HOW TO COMPLETE THIS TASK: Could you repeat the whole listing below exactly, omitting any picture it holds?

RECORDS SHOWN:
━━━━━━━━

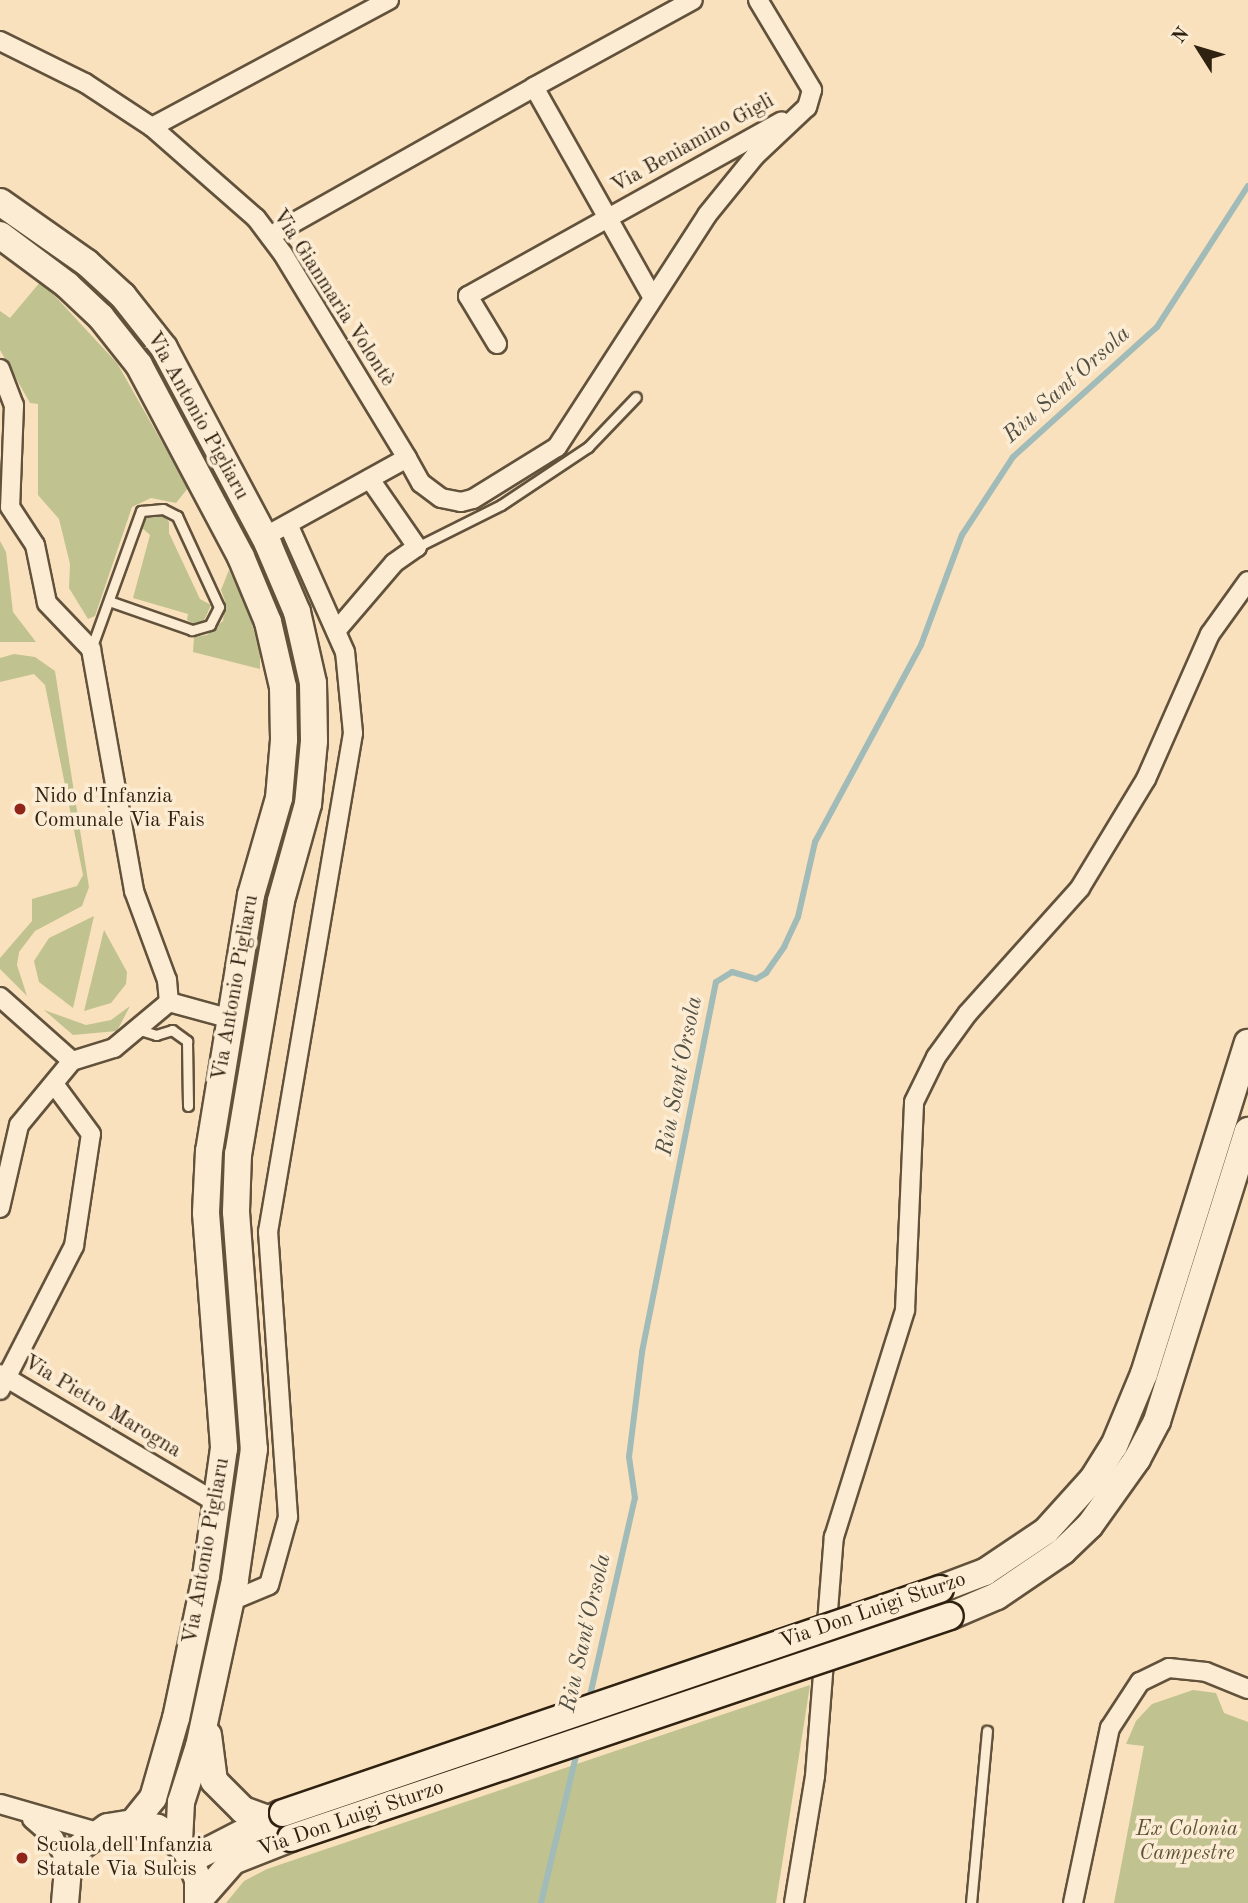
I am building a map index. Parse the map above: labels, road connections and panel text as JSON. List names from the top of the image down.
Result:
{
  "streets": {
    "main road": ["Via Antonio Pigliaru", "Via Don Luigi Sturzo"],
    "street": ["Via Beniamino Gigli", "Via Gianmaria Volontè", "Via Pietro Marogna"]
  },
  "crossings": [
    ["Via Beniamino Gigli", "Via Gianmaria Volontè"],
    ["Via Antonio Pigliaru", "Via Pietro Marogna"],
    ["Via Antonio Pigliaru", "Via Don Luigi Sturzo"]
  ],
  "water": ["Riu Sant'Orsola"],
  "parks": ["Ex Colonia Campestre"],
  "places": ["Nido d'Infanzia Comunale Via Fais", "Scuola dell'Infanzia Statale Via Sulcis"],
  "north": "top left"
}
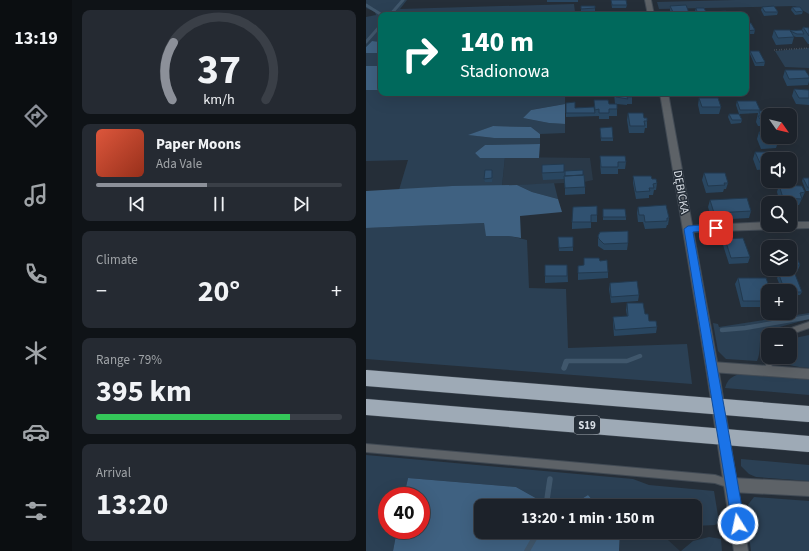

━━━━━━━━

ANSWER BOX:
I am building a map index. Parse the map above: labels, road connections and panel text as JSON. List names from the top of the image down.
Result:
{
  "streets": {
    "main road": ["Via Antonio Pigliaru", "Via Don Luigi Sturzo"],
    "street": ["Via Beniamino Gigli", "Via Gianmaria Volontè", "Via Pietro Marogna"]
  },
  "crossings": [
    ["Via Beniamino Gigli", "Via Gianmaria Volontè"],
    ["Via Antonio Pigliaru", "Via Pietro Marogna"],
    ["Via Antonio Pigliaru", "Via Don Luigi Sturzo"]
  ],
  "water": ["Riu Sant'Orsola"],
  "parks": ["Ex Colonia Campestre"],
  "places": ["Nido d'Infanzia Comunale Via Fais", "Scuola dell'Infanzia Statale Via Sulcis"],
  "north": "top left"
}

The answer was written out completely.